Abstract
Adsorption of proteins to fluid interfaces is critical in many industries, scientific disciplines, and biological processes. However, the structural transitions of proteins upon adsorption and the effect of the hydrophobic subphase, such as oil, have received little attention. Herein, we present a comprehensive study on the effect of the hydrophobic subphase on the adsorption behavior of globular and random-coil proteins. The adsorption of proteins is limited by their structural stability, and accordingly, is faster for less stable globular proteins and fastest for random-coil proteins. Protein adsorption is slower at more polar oils, regardless of the protein type, structure, and stability. Moreover, we found a correlation of oil polarity and the induced surface pressure of proteins, which seems universally applicable and describes the experimental data of over 30 previous studies. The model works for all commonly applied subphases, with the exception of oils that chemically react with proteins (e.g. octanal) and air, due to the lack of hydrophobic interactions.

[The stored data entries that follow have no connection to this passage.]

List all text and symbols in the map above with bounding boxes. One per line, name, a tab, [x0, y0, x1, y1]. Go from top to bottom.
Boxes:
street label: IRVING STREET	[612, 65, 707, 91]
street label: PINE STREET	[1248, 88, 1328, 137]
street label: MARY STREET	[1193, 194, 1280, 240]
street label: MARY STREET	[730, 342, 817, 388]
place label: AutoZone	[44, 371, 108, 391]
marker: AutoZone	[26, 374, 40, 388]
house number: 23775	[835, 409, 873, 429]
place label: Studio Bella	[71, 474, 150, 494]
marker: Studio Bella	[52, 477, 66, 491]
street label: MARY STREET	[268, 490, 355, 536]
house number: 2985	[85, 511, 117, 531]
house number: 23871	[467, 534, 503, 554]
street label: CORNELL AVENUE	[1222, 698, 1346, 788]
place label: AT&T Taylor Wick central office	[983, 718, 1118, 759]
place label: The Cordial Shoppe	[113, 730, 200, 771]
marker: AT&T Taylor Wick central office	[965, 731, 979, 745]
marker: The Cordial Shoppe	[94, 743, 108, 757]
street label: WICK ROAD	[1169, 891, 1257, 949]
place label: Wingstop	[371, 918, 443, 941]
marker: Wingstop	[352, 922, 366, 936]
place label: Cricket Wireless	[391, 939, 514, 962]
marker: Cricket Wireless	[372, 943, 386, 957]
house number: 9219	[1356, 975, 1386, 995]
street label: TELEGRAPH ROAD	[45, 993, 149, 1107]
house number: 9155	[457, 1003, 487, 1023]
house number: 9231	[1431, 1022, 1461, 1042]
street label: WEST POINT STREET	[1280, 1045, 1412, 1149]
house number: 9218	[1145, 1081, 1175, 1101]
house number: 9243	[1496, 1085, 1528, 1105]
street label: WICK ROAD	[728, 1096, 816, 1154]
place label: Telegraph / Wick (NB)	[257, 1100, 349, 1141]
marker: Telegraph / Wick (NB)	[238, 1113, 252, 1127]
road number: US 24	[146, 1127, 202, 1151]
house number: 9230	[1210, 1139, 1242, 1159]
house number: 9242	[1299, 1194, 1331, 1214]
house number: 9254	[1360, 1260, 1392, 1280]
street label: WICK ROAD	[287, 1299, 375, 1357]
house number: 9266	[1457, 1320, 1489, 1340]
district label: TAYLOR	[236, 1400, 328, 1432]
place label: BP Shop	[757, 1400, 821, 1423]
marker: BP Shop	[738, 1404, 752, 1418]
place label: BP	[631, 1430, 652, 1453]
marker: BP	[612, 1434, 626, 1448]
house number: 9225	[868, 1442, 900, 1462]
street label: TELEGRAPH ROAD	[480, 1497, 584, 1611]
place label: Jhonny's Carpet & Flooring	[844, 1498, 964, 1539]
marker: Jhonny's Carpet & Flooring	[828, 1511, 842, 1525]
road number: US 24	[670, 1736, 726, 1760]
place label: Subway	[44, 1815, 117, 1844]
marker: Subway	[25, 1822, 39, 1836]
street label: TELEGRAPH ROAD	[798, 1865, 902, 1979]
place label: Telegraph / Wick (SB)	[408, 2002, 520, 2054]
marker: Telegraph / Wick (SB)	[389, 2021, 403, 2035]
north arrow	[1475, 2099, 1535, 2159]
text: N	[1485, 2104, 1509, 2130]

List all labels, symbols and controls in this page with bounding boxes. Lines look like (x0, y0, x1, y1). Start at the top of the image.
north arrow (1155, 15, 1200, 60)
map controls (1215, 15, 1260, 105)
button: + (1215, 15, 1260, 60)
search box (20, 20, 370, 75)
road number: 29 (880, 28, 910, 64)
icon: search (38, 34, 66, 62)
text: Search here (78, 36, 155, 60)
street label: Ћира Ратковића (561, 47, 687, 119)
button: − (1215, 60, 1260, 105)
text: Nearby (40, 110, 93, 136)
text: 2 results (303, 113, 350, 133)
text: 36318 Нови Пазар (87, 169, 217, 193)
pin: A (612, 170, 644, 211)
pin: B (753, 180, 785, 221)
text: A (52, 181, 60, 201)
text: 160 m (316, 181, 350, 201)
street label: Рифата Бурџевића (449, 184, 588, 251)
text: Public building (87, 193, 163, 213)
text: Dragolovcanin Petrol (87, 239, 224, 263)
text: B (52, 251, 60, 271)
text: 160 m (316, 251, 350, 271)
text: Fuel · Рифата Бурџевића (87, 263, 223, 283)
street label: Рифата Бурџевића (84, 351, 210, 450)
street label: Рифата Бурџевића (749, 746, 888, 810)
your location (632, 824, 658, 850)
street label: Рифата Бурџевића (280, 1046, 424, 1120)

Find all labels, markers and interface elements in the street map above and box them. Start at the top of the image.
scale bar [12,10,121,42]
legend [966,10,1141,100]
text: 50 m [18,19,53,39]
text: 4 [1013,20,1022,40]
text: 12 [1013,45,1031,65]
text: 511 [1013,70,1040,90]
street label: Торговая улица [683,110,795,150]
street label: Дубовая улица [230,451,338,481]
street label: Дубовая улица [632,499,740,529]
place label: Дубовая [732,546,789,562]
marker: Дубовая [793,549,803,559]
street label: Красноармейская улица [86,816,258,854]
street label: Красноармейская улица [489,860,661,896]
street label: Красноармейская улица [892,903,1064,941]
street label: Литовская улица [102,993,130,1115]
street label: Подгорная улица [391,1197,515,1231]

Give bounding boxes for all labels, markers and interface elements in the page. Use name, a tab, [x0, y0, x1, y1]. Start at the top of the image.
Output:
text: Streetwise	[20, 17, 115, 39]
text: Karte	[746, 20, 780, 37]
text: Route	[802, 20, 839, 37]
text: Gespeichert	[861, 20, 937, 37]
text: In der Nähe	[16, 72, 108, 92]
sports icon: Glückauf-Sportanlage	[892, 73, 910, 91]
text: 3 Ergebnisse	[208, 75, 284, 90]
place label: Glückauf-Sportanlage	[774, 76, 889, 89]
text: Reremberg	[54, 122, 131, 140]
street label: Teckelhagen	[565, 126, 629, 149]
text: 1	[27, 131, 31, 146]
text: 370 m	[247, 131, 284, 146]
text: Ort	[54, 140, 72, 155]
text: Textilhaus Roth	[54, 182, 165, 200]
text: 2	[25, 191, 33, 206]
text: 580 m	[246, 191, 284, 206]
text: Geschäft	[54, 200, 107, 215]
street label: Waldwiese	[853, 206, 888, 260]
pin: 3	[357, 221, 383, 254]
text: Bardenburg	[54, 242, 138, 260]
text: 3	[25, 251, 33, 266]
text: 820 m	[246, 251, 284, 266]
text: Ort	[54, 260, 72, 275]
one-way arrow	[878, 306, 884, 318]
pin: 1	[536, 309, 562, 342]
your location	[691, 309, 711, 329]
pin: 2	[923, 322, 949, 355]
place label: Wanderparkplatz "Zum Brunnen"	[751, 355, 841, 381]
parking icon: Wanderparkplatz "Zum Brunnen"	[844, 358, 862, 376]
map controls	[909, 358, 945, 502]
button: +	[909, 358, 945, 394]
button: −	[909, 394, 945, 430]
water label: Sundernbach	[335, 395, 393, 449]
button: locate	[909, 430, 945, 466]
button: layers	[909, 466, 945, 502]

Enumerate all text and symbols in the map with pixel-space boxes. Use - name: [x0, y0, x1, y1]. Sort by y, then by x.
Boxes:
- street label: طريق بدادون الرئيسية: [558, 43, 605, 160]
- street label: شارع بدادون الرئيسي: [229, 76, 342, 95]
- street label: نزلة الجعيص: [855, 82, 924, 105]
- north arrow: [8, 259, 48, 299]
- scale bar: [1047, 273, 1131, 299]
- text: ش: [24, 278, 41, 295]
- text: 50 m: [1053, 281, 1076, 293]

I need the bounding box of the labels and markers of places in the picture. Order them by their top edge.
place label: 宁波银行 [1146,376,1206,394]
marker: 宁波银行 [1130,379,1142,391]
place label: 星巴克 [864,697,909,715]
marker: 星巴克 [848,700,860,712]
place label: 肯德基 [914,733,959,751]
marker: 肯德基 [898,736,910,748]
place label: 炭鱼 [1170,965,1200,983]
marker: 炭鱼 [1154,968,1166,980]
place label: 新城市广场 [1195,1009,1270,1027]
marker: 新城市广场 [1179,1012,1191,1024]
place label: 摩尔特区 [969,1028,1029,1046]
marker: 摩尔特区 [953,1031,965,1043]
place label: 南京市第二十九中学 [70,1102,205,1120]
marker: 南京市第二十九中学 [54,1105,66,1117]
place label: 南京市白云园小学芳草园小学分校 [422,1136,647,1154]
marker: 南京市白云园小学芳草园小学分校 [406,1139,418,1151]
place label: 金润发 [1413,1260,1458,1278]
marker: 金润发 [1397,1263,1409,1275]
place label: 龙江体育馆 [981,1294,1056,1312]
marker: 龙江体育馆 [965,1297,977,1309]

These results foster our understanding of protein adsorption and allow the prediction of protein unfolding depending on protein-subphase interactions.
Highlights
Proteins are natural macromolecules with an amphiphilic structure, driving them to adsorb to fluid interfaces
The adsorption kinetics of surface-active compounds are commonly depicted by plotting the interfacial pressure
We have presented a systematic investigation of protein adsorption to fluid interfaces with different polarities
Summary
Proteins are natural macromolecules with an amphiphilic structure, driving them to adsorb to fluid interfaces. The interfacial tension [1,2,3,4] This property is used to stabilize foams and emulsions, essential in food, pharmaceutical, cosmetic, and agrochemical industries [1,5,6,7,74]. Besides the functional use of adsorbed proteins, the behavior of proteins at water-oil interfaces is subject of nutritional, medical and pharmaceutical research efforts in fields such as protein crystallization, lipid bodies, protein digestion, antibody stability, vaccination efficiency, biomimicking protocells, and cell membrane functions [8,9,10,11,12,13].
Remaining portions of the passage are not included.